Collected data
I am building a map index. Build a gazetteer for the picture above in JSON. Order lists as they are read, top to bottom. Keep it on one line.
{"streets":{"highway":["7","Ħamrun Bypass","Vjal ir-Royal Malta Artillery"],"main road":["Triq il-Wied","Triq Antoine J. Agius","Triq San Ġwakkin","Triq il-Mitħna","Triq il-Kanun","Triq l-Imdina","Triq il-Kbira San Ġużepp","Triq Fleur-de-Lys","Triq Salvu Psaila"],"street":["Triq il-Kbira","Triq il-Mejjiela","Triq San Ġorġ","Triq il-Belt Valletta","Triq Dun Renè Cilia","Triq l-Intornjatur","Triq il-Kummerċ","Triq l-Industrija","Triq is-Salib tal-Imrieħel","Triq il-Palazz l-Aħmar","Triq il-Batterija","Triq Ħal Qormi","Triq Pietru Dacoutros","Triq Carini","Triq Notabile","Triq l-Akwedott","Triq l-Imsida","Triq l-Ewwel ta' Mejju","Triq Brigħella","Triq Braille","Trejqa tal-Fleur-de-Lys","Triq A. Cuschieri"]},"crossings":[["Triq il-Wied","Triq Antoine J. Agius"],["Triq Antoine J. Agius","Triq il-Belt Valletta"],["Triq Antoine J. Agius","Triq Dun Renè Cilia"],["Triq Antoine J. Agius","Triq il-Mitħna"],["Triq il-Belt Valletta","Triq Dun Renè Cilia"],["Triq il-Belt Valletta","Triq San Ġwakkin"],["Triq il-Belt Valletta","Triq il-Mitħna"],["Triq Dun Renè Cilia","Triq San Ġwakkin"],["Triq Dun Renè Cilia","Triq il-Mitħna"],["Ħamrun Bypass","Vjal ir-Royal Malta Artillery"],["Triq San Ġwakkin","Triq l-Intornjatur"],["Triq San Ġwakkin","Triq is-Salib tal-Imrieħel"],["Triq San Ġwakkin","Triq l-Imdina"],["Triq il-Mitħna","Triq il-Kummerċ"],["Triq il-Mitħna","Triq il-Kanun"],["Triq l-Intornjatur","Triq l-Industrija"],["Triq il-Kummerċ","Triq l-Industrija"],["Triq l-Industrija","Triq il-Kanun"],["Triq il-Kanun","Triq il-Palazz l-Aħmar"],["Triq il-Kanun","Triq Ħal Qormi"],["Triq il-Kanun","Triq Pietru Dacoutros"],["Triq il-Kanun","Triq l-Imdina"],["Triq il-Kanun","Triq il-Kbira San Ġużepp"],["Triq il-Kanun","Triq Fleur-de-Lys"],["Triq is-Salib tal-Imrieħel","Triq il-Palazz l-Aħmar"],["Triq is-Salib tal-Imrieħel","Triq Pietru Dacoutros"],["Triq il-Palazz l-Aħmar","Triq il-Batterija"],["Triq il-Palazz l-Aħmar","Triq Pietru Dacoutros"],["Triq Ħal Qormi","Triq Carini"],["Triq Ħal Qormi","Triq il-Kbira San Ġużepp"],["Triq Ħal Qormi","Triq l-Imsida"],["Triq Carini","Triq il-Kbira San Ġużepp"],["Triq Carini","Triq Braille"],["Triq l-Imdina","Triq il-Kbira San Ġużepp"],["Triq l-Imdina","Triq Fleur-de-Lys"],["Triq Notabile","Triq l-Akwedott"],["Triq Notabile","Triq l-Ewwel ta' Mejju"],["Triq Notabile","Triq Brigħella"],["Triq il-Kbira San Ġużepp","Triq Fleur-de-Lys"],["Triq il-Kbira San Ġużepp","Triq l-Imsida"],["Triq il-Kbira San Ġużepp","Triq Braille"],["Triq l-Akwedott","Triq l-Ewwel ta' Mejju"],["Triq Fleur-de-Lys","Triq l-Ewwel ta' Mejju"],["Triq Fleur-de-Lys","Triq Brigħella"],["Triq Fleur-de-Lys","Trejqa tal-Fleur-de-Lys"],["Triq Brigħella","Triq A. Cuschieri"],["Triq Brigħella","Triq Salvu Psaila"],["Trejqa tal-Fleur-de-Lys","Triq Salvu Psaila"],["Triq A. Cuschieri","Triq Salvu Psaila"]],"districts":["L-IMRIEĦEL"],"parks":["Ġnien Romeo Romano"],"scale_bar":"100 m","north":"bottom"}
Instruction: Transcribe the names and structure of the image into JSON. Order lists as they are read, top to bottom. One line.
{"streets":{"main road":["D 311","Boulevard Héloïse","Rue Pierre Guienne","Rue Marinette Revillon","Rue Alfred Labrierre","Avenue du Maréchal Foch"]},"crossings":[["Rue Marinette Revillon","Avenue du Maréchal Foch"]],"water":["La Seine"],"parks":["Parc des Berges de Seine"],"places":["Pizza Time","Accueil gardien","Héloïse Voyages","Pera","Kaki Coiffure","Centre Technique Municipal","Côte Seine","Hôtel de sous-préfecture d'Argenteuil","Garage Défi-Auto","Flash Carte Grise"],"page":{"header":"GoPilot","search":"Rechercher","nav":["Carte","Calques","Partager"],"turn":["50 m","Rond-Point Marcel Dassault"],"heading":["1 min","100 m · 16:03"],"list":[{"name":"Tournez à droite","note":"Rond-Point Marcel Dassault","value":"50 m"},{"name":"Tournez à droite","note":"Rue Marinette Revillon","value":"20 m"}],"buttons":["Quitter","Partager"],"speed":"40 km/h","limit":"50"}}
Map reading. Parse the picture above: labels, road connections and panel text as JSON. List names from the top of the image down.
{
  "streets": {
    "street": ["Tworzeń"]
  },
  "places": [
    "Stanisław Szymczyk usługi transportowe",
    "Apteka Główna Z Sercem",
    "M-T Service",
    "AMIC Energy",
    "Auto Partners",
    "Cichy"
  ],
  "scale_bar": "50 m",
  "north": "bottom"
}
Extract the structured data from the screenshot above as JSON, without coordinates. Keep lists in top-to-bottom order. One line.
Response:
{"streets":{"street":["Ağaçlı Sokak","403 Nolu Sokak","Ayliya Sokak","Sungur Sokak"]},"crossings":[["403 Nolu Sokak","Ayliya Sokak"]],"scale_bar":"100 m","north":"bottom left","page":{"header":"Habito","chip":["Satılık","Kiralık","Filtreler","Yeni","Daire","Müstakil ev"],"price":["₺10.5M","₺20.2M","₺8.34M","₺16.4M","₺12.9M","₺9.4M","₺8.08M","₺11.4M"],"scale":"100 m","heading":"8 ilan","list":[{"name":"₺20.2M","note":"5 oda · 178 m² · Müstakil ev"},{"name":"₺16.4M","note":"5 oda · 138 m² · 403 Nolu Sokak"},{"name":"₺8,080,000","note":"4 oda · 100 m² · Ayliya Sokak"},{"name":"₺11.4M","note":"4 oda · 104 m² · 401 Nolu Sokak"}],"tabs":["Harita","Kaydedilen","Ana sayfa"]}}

WHAT YOU WILL DO →
Please filter the data down to the lines containing the word "Auto".

COMPLETED TASK →
{"streets":{"main road":["D 311","Boulevard Héloïse","Rue Pierre Guienne","Rue Marinette Revillon","Rue Alfred Labrierre","Avenue du Maréchal Foch"]},"crossings":[["Rue Marinette Revillon","Avenue du Maréchal Foch"]],"water":["La Seine"],"parks":["Parc des Berges de Seine"],"places":["Pizza Time","Accueil gardien","Héloïse Voyages","Pera","Kaki Coiffure","Centre Technique Municipal","Côte Seine","Hôtel de sous-préfecture d'Argenteuil","Garage Défi-Auto","Flash Carte Grise"],"page":{"header":"GoPilot","search":"Rechercher","nav":["Carte","Calques","Partager"],"turn":["50 m","Rond-Point Marcel Dassault"],"heading":["1 min","100 m · 16:03"],"list":[{"name":"Tournez à droite","note":"Rond-Point Marcel Dassault","value":"50 m"},{"name":"Tournez à droite","note":"Rue Marinette Revillon","value":"20 m"}],"buttons":["Quitter","Partager"],"speed":"40 km/h","limit":"50"}}
    "Auto Partners",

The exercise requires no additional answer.